Operation Card Connection connects seniors with community

4 mins read
Spearheaded by Mt. Blue Junior, Sadie McDonough, the idea to write cards to residents is a way to reach out and connect during a time when many people, especially nursing and assisted living home residents, feel isolated.

FARMINGTON – This past holiday season, a group of students from Mt. Blue High School decided to try to help spread some holiday cheer to the residents of local nursing homes by sending greeting cards to their elderly community members. Due to Covid safety measures, outside visitors to the residents have been severely limited; and traditional events such as trick-or-treating in the nursing homes, Christmas caroling, and other live performances have been canceled and absent from the care facilities since last March.

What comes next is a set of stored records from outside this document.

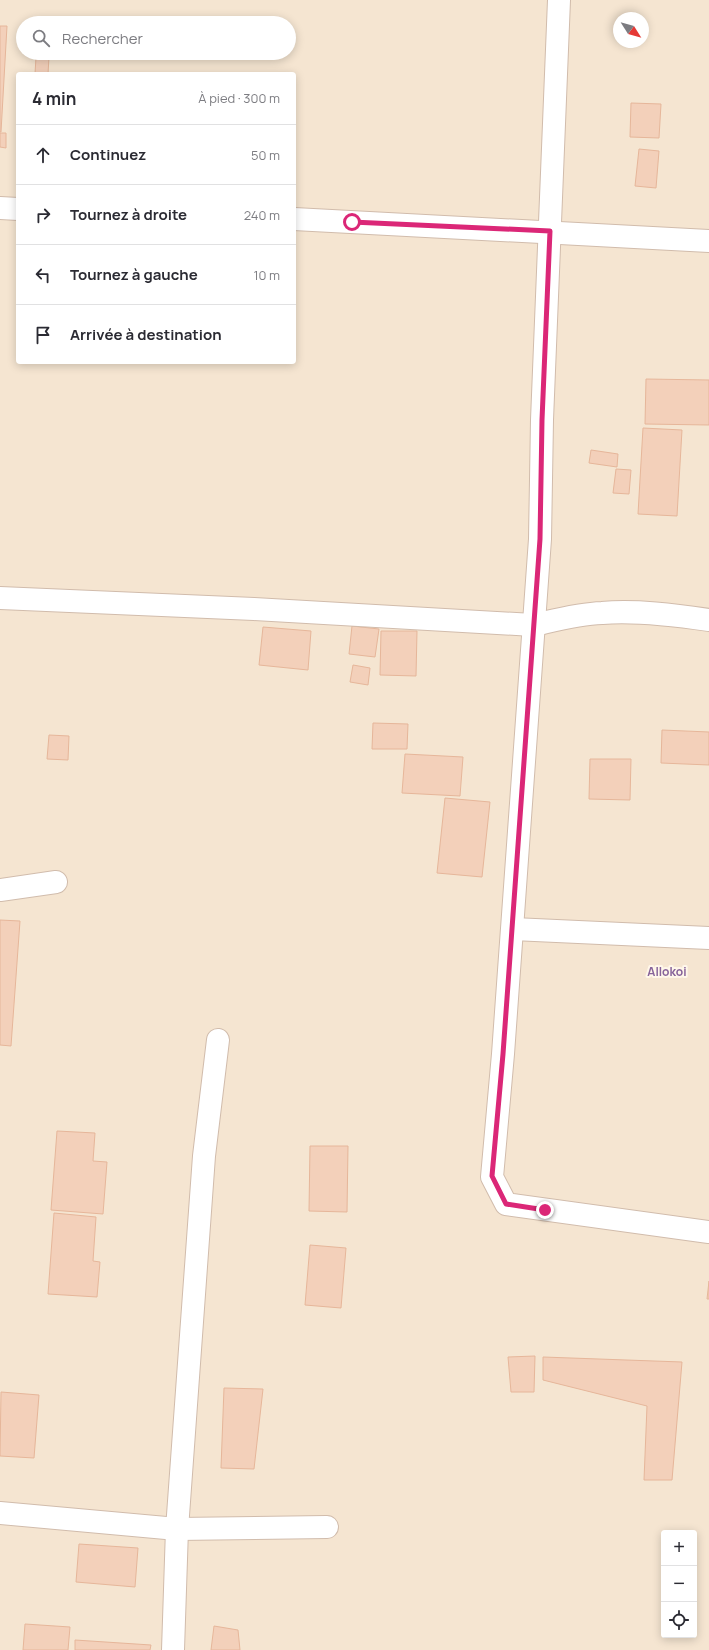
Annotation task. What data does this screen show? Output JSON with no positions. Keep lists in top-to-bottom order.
{
  "districts": ["Allokoi"],
  "north": "bottom right",
  "page": {
    "search": "Rechercher",
    "heading": ["4 min", "À pied · 300 m"],
    "list": [
      ["Continuez", "50 m"],
      ["Tournez à droite", "240 m"],
      ["Tournez à gauche", "10 m"],
      "Arrivée à destination"
    ],
    "map_buttons": ["+", "−"]
  }
}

Spearheaded by Mt. Blue Junior, Sadie McDonough, the idea to write cards to residents is a way to reach out and connect during a time when many people, especially nursing and assisted living home residents, feel isolated. McDonough had often visited her own great-grandmother, Marvel, a few years ago when she was a resident at Pinewood Terrace, and later on, at Orchard Park. She saw how happy people were to get visitors and thought that with the many visiting restrictions currently caused by the pandemic, there was a need to help people feel connected to the community. Connection through the mail seemed to be a perfect solution. Together with the efforts of six other students, McDonough sent over 60 holiday cards to residents in mid-December.
Sue Bell, the administrator at Pinewood Terrace, responded to the students’ goodwill, saying that the residents really appreciated the gesture and that many were cheered up by this unexpected connection to the outside world.

McDonough and her classmates are planning to repeat the same “Operation Card Connection” for Valentine’s Day, and possibly on a bigger scale, by involving the greater community and not just the few students who started the project. With the sponsorship of local business Minikins, McDonough has arranged to have card kits available for pick-up at the Minikins store at 218 Broadway for anyone interested in participating. Each kit will have craft materials sufficient for making at least 10 cards. Once completed, the cards can be returned to Minikins where they will be picked up by the high school students to distribute to the local nursing homes. It is a great opportunity for children and adults to be creative and to help make a difference in the lives of isolated residents.

McDonough hopes to continue to reach out and connect to even more of our local sequestered citizens with these hand-made cards, a gesture of kindness that may help to alleviate some of the loneliness that is an all-too-prevalent consequence of the Covid-19 pandemic.

Card kits are available now at Minikins for pick up. They are packed with construction paper, stickers, doilies, etc. for making Valentine’s Day cards. There is no cost to participants. McDonough is asking that they be returned to Minikins by February 5th so they can be delivered to local care facilities in time for Valentine’s Day.

For more information, please email Sadie McDonough at 22smcdonough@mtbluersd.org or the owner of Minikins, Susun Terese, at susun@minikins.org. (Minikins is open from 10:30 to 5, Tuesday through Saturday.)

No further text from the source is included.